_What is required_
Find the lines in the records that carry the word "function". Copy each one.

_Collected data entries_

----

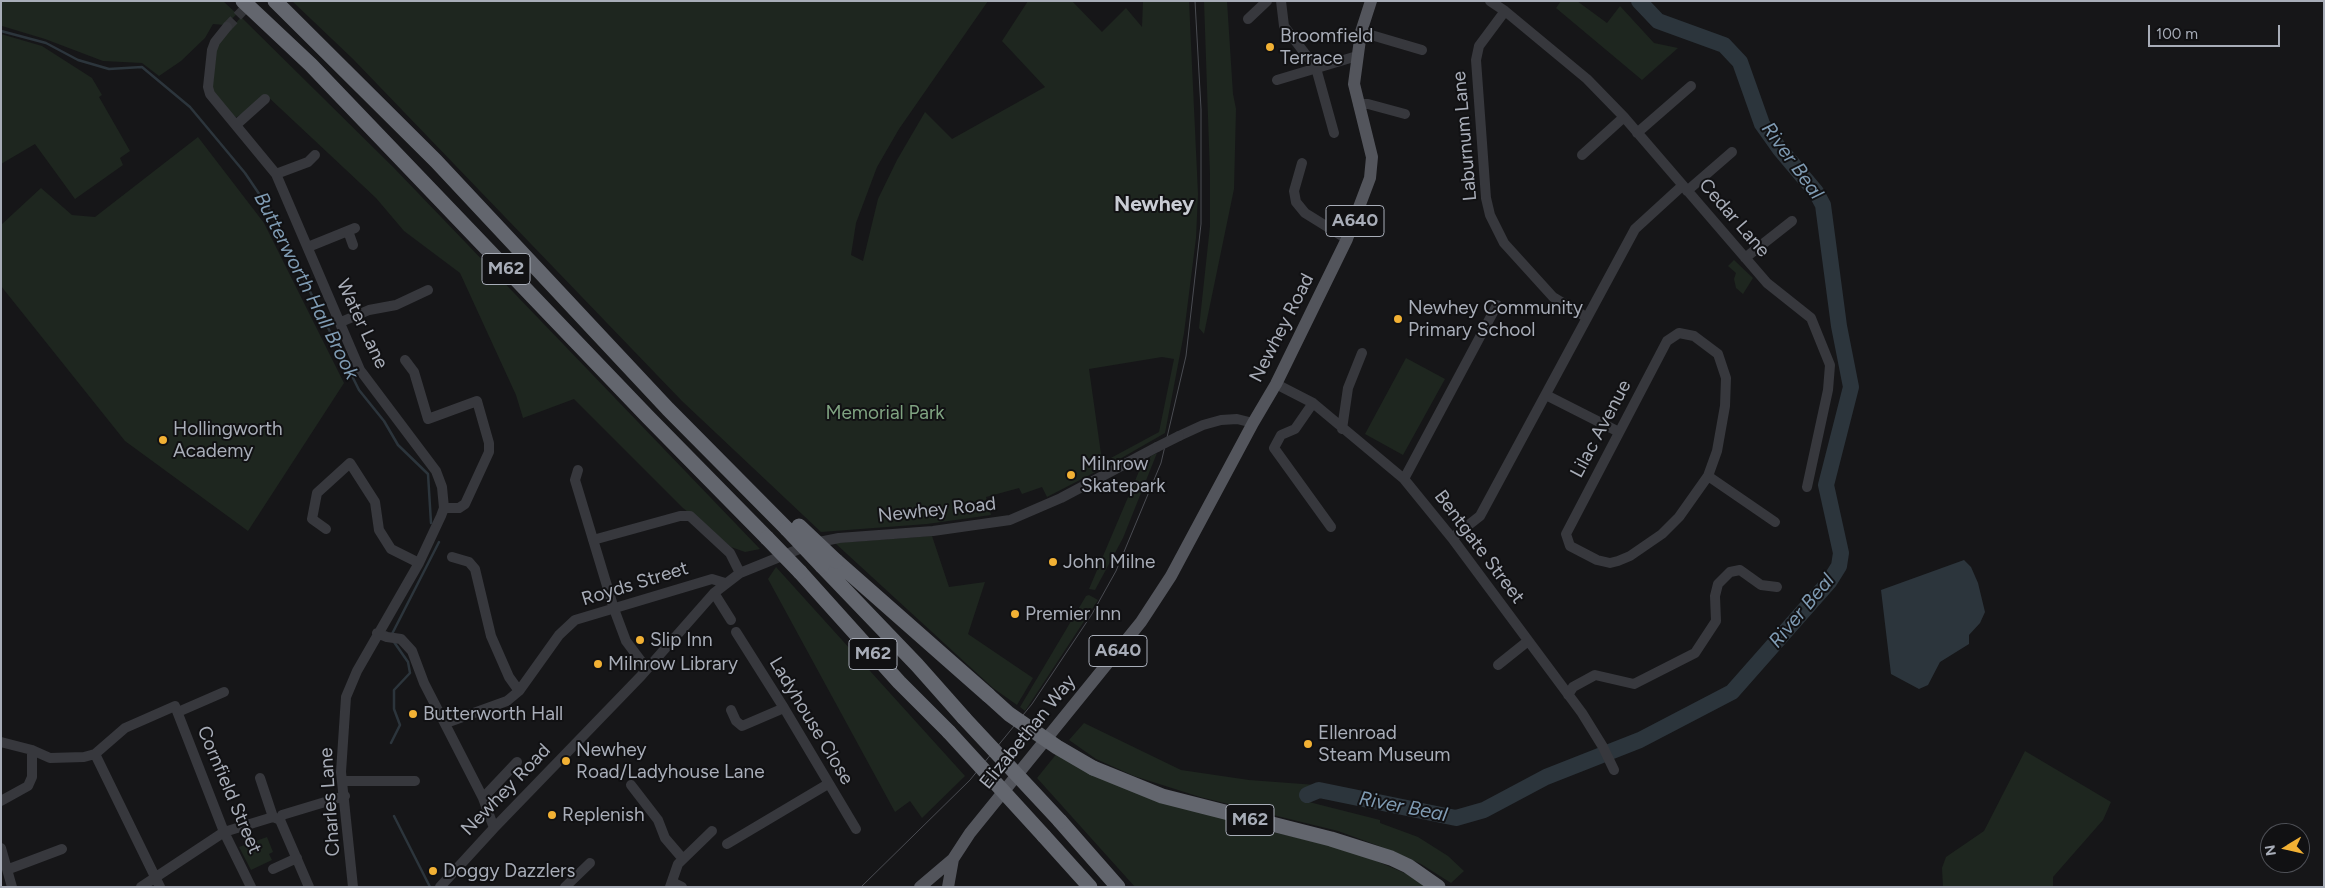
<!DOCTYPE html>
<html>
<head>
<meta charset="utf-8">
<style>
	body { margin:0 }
	#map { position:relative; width:2325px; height:888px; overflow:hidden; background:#161618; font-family:Figtree,sans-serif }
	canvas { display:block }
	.frame { position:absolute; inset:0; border:2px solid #a8adb8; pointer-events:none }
	.north { position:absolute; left:2260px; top:823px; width:50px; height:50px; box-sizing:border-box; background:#111113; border:1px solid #4d4f55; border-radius:50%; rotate:261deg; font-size:14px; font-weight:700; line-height:20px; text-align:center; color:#a8adb8 }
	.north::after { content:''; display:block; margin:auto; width:18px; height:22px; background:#f2b134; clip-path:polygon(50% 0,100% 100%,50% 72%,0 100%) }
	.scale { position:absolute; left:2148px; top:25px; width:132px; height:22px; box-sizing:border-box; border:2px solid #a8adb8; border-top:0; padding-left:6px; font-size:15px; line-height:18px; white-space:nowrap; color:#a8adb8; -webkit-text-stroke:4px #111113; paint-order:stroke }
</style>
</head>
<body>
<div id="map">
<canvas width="2325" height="888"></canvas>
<div class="frame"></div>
<div class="north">N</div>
<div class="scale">100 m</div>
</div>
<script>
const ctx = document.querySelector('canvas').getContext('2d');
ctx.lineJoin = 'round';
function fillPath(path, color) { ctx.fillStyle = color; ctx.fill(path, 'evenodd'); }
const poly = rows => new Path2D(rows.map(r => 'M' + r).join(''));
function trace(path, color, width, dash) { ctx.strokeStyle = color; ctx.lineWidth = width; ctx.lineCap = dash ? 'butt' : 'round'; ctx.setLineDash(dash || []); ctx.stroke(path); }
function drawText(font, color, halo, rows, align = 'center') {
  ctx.font = font + ' Figtree,sans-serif'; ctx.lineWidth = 4; ctx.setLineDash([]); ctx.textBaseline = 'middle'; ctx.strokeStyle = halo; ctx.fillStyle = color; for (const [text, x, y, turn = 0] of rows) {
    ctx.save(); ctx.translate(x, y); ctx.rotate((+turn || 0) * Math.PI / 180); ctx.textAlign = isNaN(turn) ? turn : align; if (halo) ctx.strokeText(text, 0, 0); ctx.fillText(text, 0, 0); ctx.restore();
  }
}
fillPath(poly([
	[1,1,223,1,237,14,225,25,213,24,205,38,181,61,159,76,142,63,103,61,45,39,2,26],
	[292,1,988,1,899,129,877,167,856,223,851,255,863,261,878,199,897,160,925,112,952,139,1045,87,1002,41,1028,1,1072,1,1102,32,1126,8,1142,27,1143,1,1189,1,1198,194,1196,238,1184,333,1165,433,1111,464,1109,459,1159,432,1174,359,1162,357,1089,369,1103,468,1047,497,1042,487,1022,494,1019,488,986,497,991,515,927,524,821,532,682,401,353,59],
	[1204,1,1227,1,1233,94,1236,109,1234,189,1204,334,1199,328,1210,226,1210,175],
	[1561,1,1577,1,1607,23,1620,6,1654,43,1678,48,1642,80,1556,8],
	[241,17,394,168,760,549,745,552,731,547,683,508,574,399,523,418,516,395,460,273,404,231,376,198,265,94,245,112,235,118,212,92,216,46],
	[1,34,42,46,92,78,102,95,99,97,130,151,120,158,123,165,75,199,35,144,1,164],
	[198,137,264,223,344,383,248,531,125,441,1,286,1,225,41,188,72,215,95,217],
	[1734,260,1753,278,1743,294,1736,288,1734,279,1736,273,1728,266],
	[1406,358,1445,379,1403,455,1365,434],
	[1157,453,1123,538,1095,590,1089,589,1140,469,1146,466,1151,456],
	[932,536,949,587,985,582,968,634,1033,678,1017,705,993,688,835,543],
	[776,567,965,776,922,818,910,801,895,812,768,579],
	[1089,595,1098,600,1025,711,1020,707,1086,596],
	[1084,723,1181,770,1249,780,1316,785,1305,791,1305,801,1380,820,1380,823,1418,837,1448,856,1464,871,1451,883,1421,864,1390,850,1338,831,1200,797,1134,776,1096,759,1069,740],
	[2025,751,2111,802,2103,820,2053,877,2053,887,1943,887,1942,868,1946,857,1984,831],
	[1058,752,1236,823,1340,848,1374,860,1407,874,1426,887,1135,887,1037,778],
	[267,837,273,852,269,854,272,860,251,870,239,847]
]), '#1e261f');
fillPath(poly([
	[1964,560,1971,567,1978,583,1985,612,1980,623,1969,635,1969,644,1940,662,1928,685,1919,689,1891,674,1881,590]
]), '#2c353c');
trace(poly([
	[1,31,46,43,78,60,109,69,142,67,190,107,245,173,268,207,359,390,384,421,398,445,428,474,431,523],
	[392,634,439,542],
	[391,743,400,725,394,709,394,690,410,673,408,662,394,642],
	[394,816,430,887]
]), '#2c353c', 2.5);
trace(poly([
	[1307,795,1319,790,1456,818,1484,810,1546,777,1640,740,1732,692,1829,582,1839,566,1841,553,1826,485,1851,387,1839,326,1823,205,1816,192,1779,148,1762,124,1740,62,1724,45,1658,21,1639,1]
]), '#2c353c', 16);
trace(poly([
	[227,27,251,2]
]), '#333438', 10, [10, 5]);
trace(poly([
	[1281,1,1284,26,1316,68,1334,133],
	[1490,1,1505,11,1587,79,1624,117,1767,283,1811,318,1830,365,1828,390,1807,487],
	[1505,11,1479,46,1476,60,1486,198,1490,215,1504,243,1553,297,1586,317],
	[1248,19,1267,1],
	[227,27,215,42,212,50,208,87,210,94,276,174,360,370,436,471,442,487,444,508,441,516,419,563,357,671,346,697,341,772,353,887],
	[1361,32,1422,50],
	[1277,80,1357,56],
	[1358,104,1368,104,1405,114],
	[236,125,265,99],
	[1637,133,1691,86],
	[1582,155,1624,117],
	[1302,163,1294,191,1296,202,1305,213,1347,239],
	[276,174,308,162,315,155],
	[1687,191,1732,152],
	[348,231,353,245],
	[308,247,355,228],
	[1745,258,1792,221],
	[341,322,369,310,396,305,428,290],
	[1679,333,1694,336,1718,354,1726,378,1725,406,1717,451,1708,476,1679,517,1662,534,1630,556,1618,561,1610,563,1597,560,1570,546,1566,534,1667,341,1679,333],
	[405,360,414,372,428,419,477,401,489,443,489,452,465,504,459,508,444,508],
	[1276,384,1313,403,1404,479,1452,538,1582,713,1603,747,1614,770],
	[1546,395,1619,432],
	[1313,403,1295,429,1281,435,1274,448,1331,527],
	[1342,429,1348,388,1362,353],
	[1179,436,1203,425,1221,420,1237,419,1253,423],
	[578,470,575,480,614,609,626,641,647,669],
	[1708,476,1775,522],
	[1404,479,1497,305],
	[326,529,312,519,317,493,350,463,375,502,379,530,391,549,419,563],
	[1452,538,1480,516,1635,229,1682,186],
	[593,540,680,516,690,516,730,553,740,573],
	[452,557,469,562,475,569,491,636,509,677,519,691],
	[714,593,731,620],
	[736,632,784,708,856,829],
	[377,633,387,637,401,639,412,651,424,683,483,798,494,828],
	[1498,665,1528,641],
	[1568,695,1573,687,1595,675,1634,684,1695,653,1716,621,1715,596,1718,584,1730,572,1740,570,1761,585,1777,587],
	[731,710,736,721,742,726,784,708],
	[178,712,224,692],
	[446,723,507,701,519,691,559,635,575,620,712,579,725,583],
	[1,742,32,750,50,758,84,757,95,754,125,728,175,706,224,832,251,887],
	[95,754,160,887],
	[260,778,273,817],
	[343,781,415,781],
	[631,785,658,820,665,838,683,859],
	[483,798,517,762],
	[1,801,28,786,32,777,32,750],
	[280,820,309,887],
	[280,820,282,815,345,796],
	[727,844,828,784],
	[1,848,12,887],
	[9,869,62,849],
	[273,869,297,858],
	[672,882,682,887],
	[141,887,224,832,273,817,280,820],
	[440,887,494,828,641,676,714,593,740,573,814,543,839,538,933,531,1010,520,1061,498,1157,447],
	[565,887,590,863],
	[670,887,678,864,712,831]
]), '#37383d', 10);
trace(poly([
	[920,887,953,859,970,833,1141,622,1171,576,1253,423,1276,384,1347,239,1370,178,1372,157,1354,84,1361,32,1371,1],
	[948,887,953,859]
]), '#53555c', 12);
trace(poly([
	[243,1,311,65,648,417,767,538],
	[275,1,436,161,668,409,787,529],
	[836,561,988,695],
	[822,566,917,665,964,718],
	[800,572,899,682,949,732],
	[1093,768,1162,796,1331,839,1391,858,1408,866,1438,887],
	[1060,821,1118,887],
	[1044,836,1090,887]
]), '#63666e', 15);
trace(poly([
	[861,887,970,780,1032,704,1092,614,1116,571,1161,463,1186,356,1201,224,1201,109,1195,1]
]), '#4a4c52', 1);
trace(poly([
	[1157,447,1179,436]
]), '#37383d', 10);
trace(poly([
	[799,526,836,561],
	[787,529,822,566],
	[767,538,800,572],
	[988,695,1009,714,1057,747,1093,768],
	[964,718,1060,821],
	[949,732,1044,836]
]), '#63666e', 15);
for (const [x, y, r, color] of [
	[1270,47,5,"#f2b134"],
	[1398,319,5,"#f2b134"],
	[163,440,5,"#f2b134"],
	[1071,475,5,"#f2b134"],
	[1053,562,5,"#f2b134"],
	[1015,614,5,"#f2b134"],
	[640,640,5,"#f2b134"],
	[598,664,5,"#f2b134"],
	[413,714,5,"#f2b134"],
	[1308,744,5,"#f2b134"],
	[566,761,5,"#f2b134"],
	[552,815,5,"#f2b134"],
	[433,871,5,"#f2b134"]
]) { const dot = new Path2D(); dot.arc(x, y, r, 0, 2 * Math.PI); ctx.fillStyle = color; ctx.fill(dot); trace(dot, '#111113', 2); }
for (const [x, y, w] of [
	[1355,221,58],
	[506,269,48],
	[1118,651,58],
	[873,654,48],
	[1250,820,48]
]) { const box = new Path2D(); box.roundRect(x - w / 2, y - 15.5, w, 31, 4); ctx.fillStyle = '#111113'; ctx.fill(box); trace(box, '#a8adb8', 1); }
drawText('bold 18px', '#a8adb8', null, [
	["A640",1355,221],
	["M62",506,269],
	["A640",1118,651],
	["M62",873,654],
	["M62",1250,820]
]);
drawText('19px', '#a8adb8', '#111113', [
	["Broomfield",1280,36],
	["Terrace",1280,58],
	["Newhey Community",1408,308],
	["Primary School",1408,330],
	["Hollingworth",173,429],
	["Academy",173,451],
	["Milnrow",1081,464],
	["Skatepark",1081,486],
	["John Milne",1063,562],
	["Premier Inn",1025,614],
	["Slip Inn",650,640],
	["Milnrow Library",608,664],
	["Butterworth Hall",423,714],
	["Ellenroad",1318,733],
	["Steam Museum",1318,755],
	["Newhey",576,750],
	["Road/Ladyhouse Lane",576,772],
	["Replenish",562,815],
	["Doggy Dazzlers",443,871]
], 'left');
drawText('19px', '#a8adb8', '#111113', [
	["Laburnum Lane",1465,136,-95],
	["Cedar Lane",1734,218,49],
	["Water Lane",362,324,65],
	["Newhey Road",1282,328,-63],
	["Lilac Avenue",1601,429,-62],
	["Newhey Road",937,510,-6],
	["Bentgate Street",1479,547,53],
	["Royds Street",635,584,-17],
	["Ladyhouse Close",811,721,59],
	["Elizabethan Way",1028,732,-51],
	["Cornfield Street",229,790,67],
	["Newhey Road",506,790,-46],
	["Charles Lane",330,802,-94]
]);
drawText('19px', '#7fa381', '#111113', [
	["Memorial Park",885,413]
]);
drawText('italic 20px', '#7f9bb3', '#111113', [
	["River Beal",1792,161,54],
	["Butterworth Hall Brook",306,286,63],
	["River Beal",1802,611,-50],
	["River Beal",1403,807,11]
]);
drawText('bold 21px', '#c9ccd4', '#111113', [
	["Newhey",1154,205]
]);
</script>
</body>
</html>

----

_Task solution_
function fillPath(path, color) { ctx.fillStyle = color; ctx.fill(path, 'evenodd'); }
function trace(path, color, width, dash) { ctx.strokeStyle = color; ctx.lineWidth = width; ctx.lineCap = dash ? 'butt' : 'round'; ctx.setLineDash(dash || []); ctx.stroke(path); }
function drawText(font, color, halo, rows, align = 'center') {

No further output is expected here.